If you prevent the kvm or vsock modules from loading then that will prevent LXD from trying to start the VM, allowing you to start LXD and then remove the VM:

See for the things that LXD checks to detect VM support:

github.com

lxc/lxd/blob/master/lxd/instance/drivers/driver_qemu.go#L6245-L6259

      
        
            	if !shared.PathExists("/dev/kvm") {
            		data.Error = fmt.Errorf("KVM support is missing (no /dev/kvm)")
            		return data
            	}
            
            
	if !shared.PathExists("/dev/vsock") {
            		data.Error = fmt.Errorf("Vsock support is missing (no /dev/vsock)")
            		return data
            	}
            
            
	err := util.LoadModule("vhost_vsock")
            	if err != nil {
            		data.Error = fmt.Errorf("vhost_vsock kernel module not loaded")
            		return data
            	}

tomp · October 20, 2022, 2:12pm

This might help:

depam · October 20, 2022, 2:55pm

Thanks a lot.
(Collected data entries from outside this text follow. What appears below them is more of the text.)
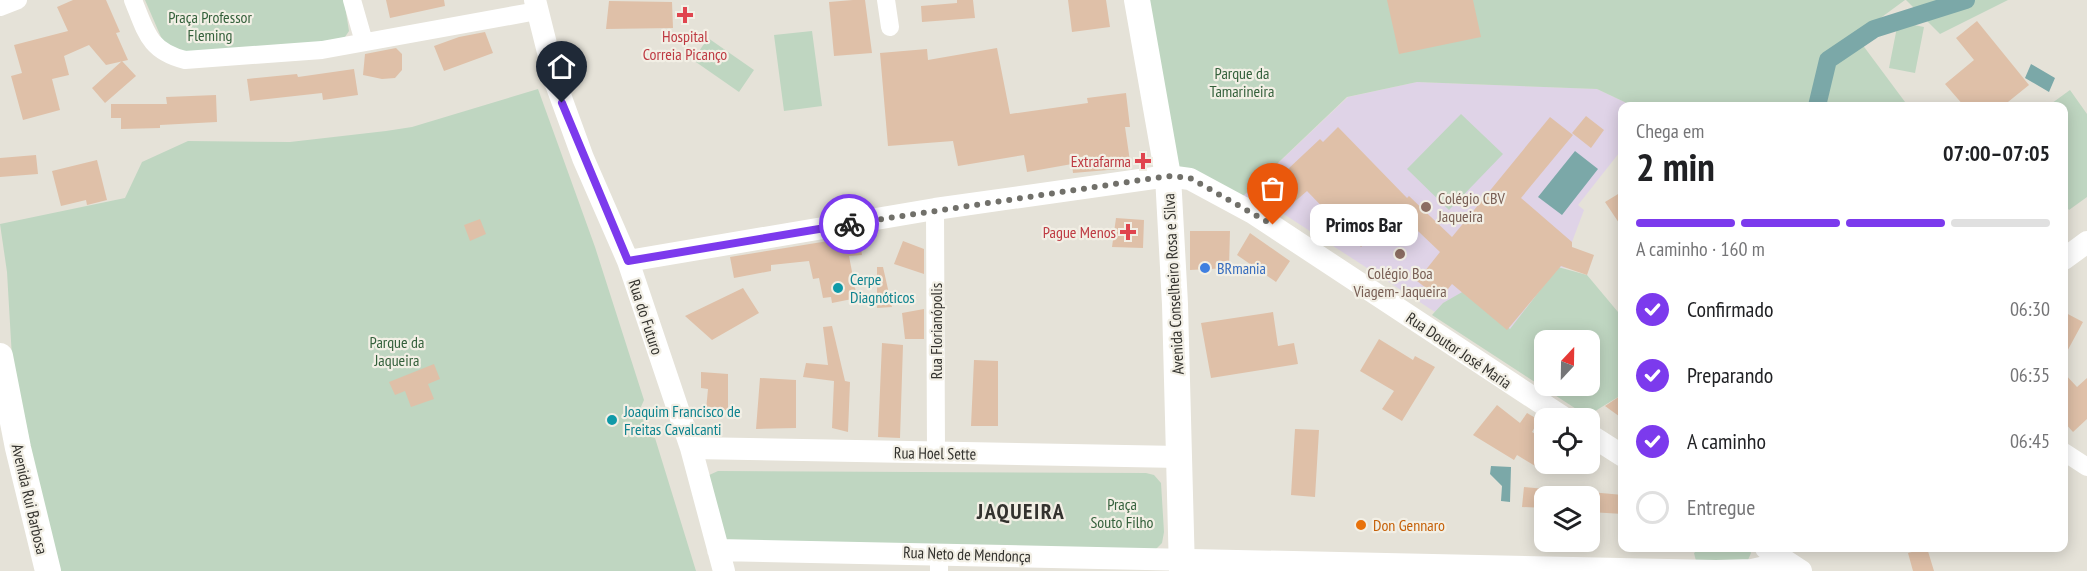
<!DOCTYPE html>
<html lang="pt">
<meta charset="utf-8">
<style>
:root{--surface:#fff;--page:#f2f2f2;--text:#202124;--muted:#757577;--line:#e0e0e0;--accent:#7c3aed}
body{margin:0;font-family:"PT Sans Narrow",sans-serif;background:var(--page);color:var(--text);height:100vh;display:flex;flex-direction:column;font-size:22px;white-space:nowrap}
*{box-sizing:border-box;margin:0}
p{font-size:20px;color:var(--muted)}
.icon{flex:none;width:33px;height:33px;fill:none;stroke:currentColor;stroke-width:2;stroke-linecap:round;stroke-linejoin:round}
.map{position:relative;flex:1;overflow:hidden}
.details{position:absolute;left:1618px;top:102px;width:450px;height:450px;display:flex;flex-direction:column;background:var(--surface);border-radius:12px;box-shadow:0 3px 15px #0003}
.details>*{flex:none}
.needle{width:39px;rotate:22deg}
.controls{position:absolute;left:1534px;top:330px;display:grid;gap:12px}
.controls a{display:grid;place-items:center;width:66px;height:66px;border-radius:12px;background:var(--surface);box-shadow:0 3px 15px #0003;font-size:30px}
.pin{position:absolute;display:grid;place-items:center;width:51px;height:51px;color:#fff;margin:-62px -26px;border-radius:50% 50% 50% 0;rotate:-45deg;box-shadow:0 0 6px #0007}
.pin .icon{rotate:45deg}
.courier{position:absolute;display:grid;place-items:center;width:60px;height:60px;margin:-30px;border:4px solid #7c3aed;border-radius:50%;background:#fff;color:#222;box-shadow:0 2px 8px #0007}
.bubble{position:absolute;height:42px;border-radius:12px;background:var(--surface);box-shadow:0 3px 15px #0003;font-size:20px;font-weight:600;line-height:42px;text-align:center}
.headline em{font-style:normal;font-weight:600}
.headline div{display:flex;flex-direction:column-reverse}
.headline{display:flex;align-items:center;justify-content:space-between;height:102px;padding:0 18px}
h1{font-size:39px;font-weight:600;line-height:45px}
.bar{display:grid;grid-template-columns:repeat(4,1fr);gap:9px 6px;align-content:center;height:72px;padding:0 18px}
.bar i{height:8px;border-radius:4px;background:var(--line)}
.bar .on{background:var(--accent)}
.bar p{grid-column:span 4}
ol{padding:0 18px;list-style:none}
li{display:flex;align-items:center;gap:18px;height:66px}
li p{margin-inline-start:auto}
li .icon{padding:6px;border-radius:50%;background:var(--accent);color:#fff;stroke-width:4}
li:last-child{color:var(--muted)}
li i{width:33px;height:33px;border:3px solid var(--line);border-radius:50%}
.map>svg:first-child{display:block}
</style>
<div class="map">
<svg width="2087" height="571" viewBox="0 0 2087 571">
<rect width="100%" height="100%" fill="#e5e2d8"/>
<path fill="#dfd3e7" d="M1417 82 1597 89 1633 106H1623V148L1578 205 1584 210 1572 242 1567 268 1558 267 1510 329 1464 292 1443 303 1435 312 1276 209 1250 196 1240 199 1348 97Z"/>
<path fill="#bfd6c1" fill-rule="evenodd" d="M145 0H344L349 31 343 40 191 54 164 44Z
M1145 0H1905L1856 36 1908 106H1633L1597 89 1417 82 1347 97 1240 199 1174 165Z
M1906 0H2008L1940 34Z
M1898 22 1924 27 1915 73 1889 68Z
M812 31 822 106 784 111 774 35Z
M708 38 754 70 739 92 693 60Z
M538 89 595 247 644 400 640 409 647 434 655 438 696 571H57L12 358 7 272 0 224 125 198 142 162 188 141 290 142 386 131 412 127Z
M2070 90 2087 114V197L2069 210 2064 204V106H2048Z
M1461 114 1503 154 1449 210 1407 169Z
M1558 267 1587 275 1623 318V394L1587 416 1432 315 1443 303 1464 291 1510 329ZM1545 340H1590V386H1545Z
M718 471 1146 473 1154 475 1161 483 1164 532 1162 543 1155 550 728 544 703 484 707 476Z
M1700 548H1749L1751 553 1748 560 1696 561 1694 553Z"/>
<path fill="#7ba8a8" d="M2031 64 2055 78 2049 92 2025 78Z
M1575 151 1598 169 1562 215 1538 197Z
M1491 466 1511 467 1510 502 1501 501 1502 486 1490 474Z"/>
<g fill="none" stroke-linecap="round" stroke-linejoin="round">
<path stroke="#7ba8a8" stroke-width="18" d="M1817 106 1828 60 1874 29 1966 0"/>
</g>
<path fill="#dfc0a8" d="M73 0H106L120 32 116 33 128 60 106 65 89 45 64 56 69 75 52 79 60 110 23 120 11 76 22 73 14 45 68 31 57 7Z
M386 0H444L445 6 390 18Z
M853 0H865L872 53 834 56 829 2Z
M957 0H973L975 18 922 22 921 6 957 3Z
M1068 0H1106L1110 27 1072 32Z
M1387 0H1473L1481 37 1399 54Z
M609 1 672 2 673 28 606 29Z
M1977 21 2029 85 2003 106H1964L1945 84 1974 60 1956 38Z
M485 32 493 53 444 71 434 46 459 37Z
M396 48 402 54V70L395 78 382 79 363 75 365 54Z
M997 48 1010 114 1088 103 1087 98 1126 93 1130 127H1125L1131 168 1073 173 1072 164 1027 172 1024 155 958 166 953 141 888 146 880 53 927 49 928 60Z
M122 61 136 76 105 103 92 88Z
M354 69 358 95 323 100 322 93 250 101 247 79 297 74 298 77Z
M216 95 217 122 160 125V128L121 129V118H111V104H167L166 97Z
M1586 116 1604 130 1591 148 1572 133Z
M1550 117 1573 135 1521 198 1572 242V247L1594 255 1587 275 1561 266 1507 330 1452 284 1440 299 1417 281 1440 252 1398 212 1361 247 1307 191 1292 204 1272 184 1320 139 1323 142 1338 127 1407 198 1409 196 1452 237Z
M36 155 38 174 0 177V158Z
M97 160 107 200 87 205 86 200 61 206 52 171Z
M1623 191V229L1605 202Z
M1116 218 1144 220 1143 248 1112 247Z
M480 219 486 234 470 241 464 225Z
M1190 231H1230L1229 268 1190 270Z
M1250 233 1290 261 1276 282 1237 255Z
M859 236 862 255 849 256 857 298 832 303 831 297 823 298 819 278 813 279 809 261 771 265V271L734 278 730 257Z
M903 241 924 249V274L894 264Z
M877 267H883L892 307 877 308Z
M743 288 759 313 712 340 685 316Z
M924 309V339H905L902 313Z
M1273 312 1278 346 1294 343 1298 364 1211 378 1201 323Z
M2064 312 2083 322 2064 357Z
M832 326 845 381 850 382 848 432 832 428 834 381 803 377 806 363 828 365 823 327Z
M1379 339 1413 360 1415 356 1435 367 1402 421 1382 409 1394 391 1360 371Z
M882 343 903 345 900 438 878 437Z
M974 360 998 361V426H971Z
M434 364 440 379 428 384 434 399 411 407 405 391 395 395 389 382Z
M701 372 728 374V410H706L708 389 701 388Z
M2064 373 2077 387 2087 378V419L2073 432 2064 422Z
M760 378 796 380V428L756 429Z
M1623 394V419L1605 406Z
M1497 405 1520 423 1527 413 1539 420 1532 432 1545 440V472L1517 455 1514 460 1473 435Z
M1295 429 1319 430 1315 497 1291 495Z
M1524 487 1545 489V508L1522 507Z
M1590 492 1623 495V514L1590 512Z
M1927 548 1934 571H1913L1908 553Z"/>
<g fill="none" stroke-linecap="round" stroke-linejoin="round">
<path stroke="#fff" stroke-width="18" d="M133 0C146 32 149 51 185 60L322 50 537 11
M352 0 364 42
M886 0 890 27
M0 7 18 0
M935 209 936 453
M2064 452 2087 467
M939 571V553"/>
<path stroke="#fff" stroke-width="22" d="M535 0 556 84 583 158 628 261 691 448 724 571
M2064 259 2087 242
M628 261 935 209 1168 176 1190 179 1253 213 1564 418
M1590 435 1623 456
M691 448 1180 457
M1766 548 1801 571
M718 550 1716 571 1752 570 1787 562"/>
<path stroke="#fff" stroke-width="26" d="M1137 0 1168 176 1175 304 1182 571
M0 356 18 448 48 571"/>
</g>
<g fill="none" stroke-linecap="round" stroke-linejoin="round">
<path stroke="#71706a" stroke-width="6" stroke-dasharray="0 10.8" d="M849 224 1168 176 1190 178 1273 225"/>
<path stroke="#7c3aed" stroke-width="8" d="M562 103 628 261 849 224"/>
</g>
<g fill="#e0444e" stroke="#f2efe5" stroke-width="2">
<path d="M682 6h6v6h6v6h-6v6h-6v-6h-6v-6h6z"/>
<path d="M1140 152h6v6h6v6h-6v6h-6v-6h-6v-6h6z"/>
<path d="M1125 223h6v6h6v6h-6v6h-6v-6h-6v-6h6z"/>
</g>
<g fill="#8d6e63" stroke="#f2efe5" stroke-width="2">
<circle cx="1426" cy="207" r="6"/>
<circle cx="1400" cy="254" r="6"/>
</g>
<circle fill="#3f7fe0" stroke="#f2efe5" stroke-width="2" cx="1205" cy="268" r="6"/>
<g fill="#0f9aa8" stroke="#f2efe5" stroke-width="2">
<circle cx="838" cy="288" r="6"/>
<circle cx="612" cy="420" r="6"/>
</g>
<circle fill="#e8710a" stroke="#f2efe5" stroke-width="2" cx="1361" cy="525" r="6"/>
<g text-anchor="middle" stroke-width="4.5" stroke-linejoin="round" paint-order="stroke">
<g font-size="16" fill="#34603b" stroke="#f2efe5">
<text x="210" y="23">Praça Professor<tspan x="210" dy="18">Fleming</tspan></text>
<text x="1242" y="79">Parque da<tspan x="1242" dy="18">Tamarineira</tspan></text>
<text x="397" y="348">Parque da<tspan x="397" dy="18">Jaqueira</tspan></text>
<text x="1122" y="510">Praça<tspan x="1122" dy="18">Souto Filho</tspan></text>
</g>
<g font-size="16" fill="#be3a42" stroke="#f2efe5" text-anchor="end">
<text x="685" y="42" text-anchor="middle">Hospital<tspan x="685" dy="18">Correia Picanço</tspan></text>
<text x="1131" y="167">Extrafarma</text>
<text x="1116" y="238">Pague Menos</text>
</g>
<g font-size="16" fill="#785e54" stroke="#f2efe5" text-anchor="start">
<text x="1438" y="204">Colégio CBV<tspan x="1438" dy="18">Jaqueira</tspan></text>
<text x="1400" y="279" text-anchor="middle">Colégio Boa<tspan x="1400" dy="18">Viagem- Jaqueira</tspan></text>
</g>
<g font-size="16" fill="#366cbe" stroke="#f2efe5" text-anchor="start">
<text x="1217" y="274">BRmania</text>
</g>
<g font-size="16" fill="#0d838f" stroke="#f2efe5" text-anchor="start">
<text x="850" y="285">Cerpe<tspan x="850" dy="18">Diagnóticos</tspan></text>
<text x="624" y="417">Joaquim Francisco de<tspan x="624" dy="18">Freitas Cavalcanti</tspan></text>
</g>
<g font-size="16" fill="#33322e" stroke="#f2efe5">
<text transform="translate(1173 284) rotate(-93)" y="6">Avenida Conselheiro Rosa e Silva</text>
<text transform="translate(646 317) rotate(72)" y="6">Rua do Futuro</text>
<text transform="translate(936 331) rotate(-90)" y="6">Rua Florianópolis</text>
<text transform="translate(1459 350) rotate(34)" y="6">Rua Doutor José Maria</text>
<text transform="translate(935 453) rotate(1)" y="6">Rua Hoel Sette</text>
<text transform="translate(30 499) rotate(77)" y="6">Avenida Rui Barbosa</text>
<text transform="translate(967 554) rotate(2)" y="6">Rua Neto de Mendonça</text>
</g>
<g font-size="16" fill="#c56008" stroke="#f2efe5" text-anchor="start">
<text x="1373" y="531">Don Gennaro</text>
</g>
<g font-size="22" font-weight="bold" letter-spacing="1.5" fill="#33322e" stroke="#f2efe5">
<text x="1021" y="519">JAQUEIRA</text>
</g>
</g>
</svg>
<div class="controls">
<a><svg class="needle" viewBox="-14 -14 28 28"><path d="M0-13l5 13h-10z" fill="#e53935"/><path d="M0 13l5-13h-10z" fill="#757577"/></svg></a>
<a><svg class="icon" aria-label="locate" viewBox="0 0 24 24"><circle cx="12" cy="12" r="6"/><path d="M12 2v4M12 18v4M2 12h4M18 12h4"/></svg></a>
<a><svg class="icon" aria-label="layers" viewBox="0 0 24 24"><path d="M12 4l9 5-9 5-9-5zM3 14l9 5 9-5"/></svg></a>
</div>
<div class="pin" style="left:1273px;top:225px;background:#ea580c"><svg class="icon" aria-label="bag" viewBox="0 0 24 24"><path d="M5 8h14l-1 12H6zM9 8a3 3 0 0 1 6 0"/></svg></div>
<div class="pin" style="left:562px;top:103px;background:#1f2937"><svg class="icon" aria-label="home" viewBox="0 0 24 24"><path d="M3 11l9-7 9 7M6 9v11h12V9"/></svg></div>
<div class="courier" style="left:849px;top:224px"><svg class="icon" aria-label="bike" viewBox="0 0 24 24"><circle cx="6" cy="16" r="4"/><circle cx="18" cy="16" r="4"/><path d="M6 16l4-8h5l3 8M10 8l3 8H6M13 5h3"/></svg></div>
<div class="bubble" style="left:1310px;top:204px;width:108px">Primos Bar</div>
<section class="details">
<div class="headline"><div><h1>2 min</h1><p>Chega em</p></div><em>07:00–07:05</em></div>
<div class="bar"><i class="on"></i><i class="on"></i><i class="on"></i><i></i><p>A caminho · 160 m</p></div>
<ol>
<li><svg class="icon" aria-label="check" viewBox="0 0 24 24"><path d="M5 12l5 5 9-10"/></svg>Confirmado<p>06:30</p></li>
<li><svg class="icon" aria-label="check" viewBox="0 0 24 24"><path d="M5 12l5 5 9-10"/></svg>Preparando<p>06:35</p></li>
<li><svg class="icon" aria-label="check" viewBox="0 0 24 24"><path d="M5 12l5 5 9-10"/></svg>A caminho<p>06:45</p></li>
<li><i></i>Entregue</li>
</ol>
</section>
</div>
I will try this part but its weird that when i tried start VM the system just reboots. And after few tries it just don’t go up and we needed to restore. Is there any other thing I can check on lxd side what might be causing it probably a dump exactly what it does and persist on some log before rebooting the host OS.

tomp · October 25, 2022, 12:37pm

LXD just runs QEMU for VMs, so its possible its an incompatibility of running QEMU KVM VMs inside XEN guests.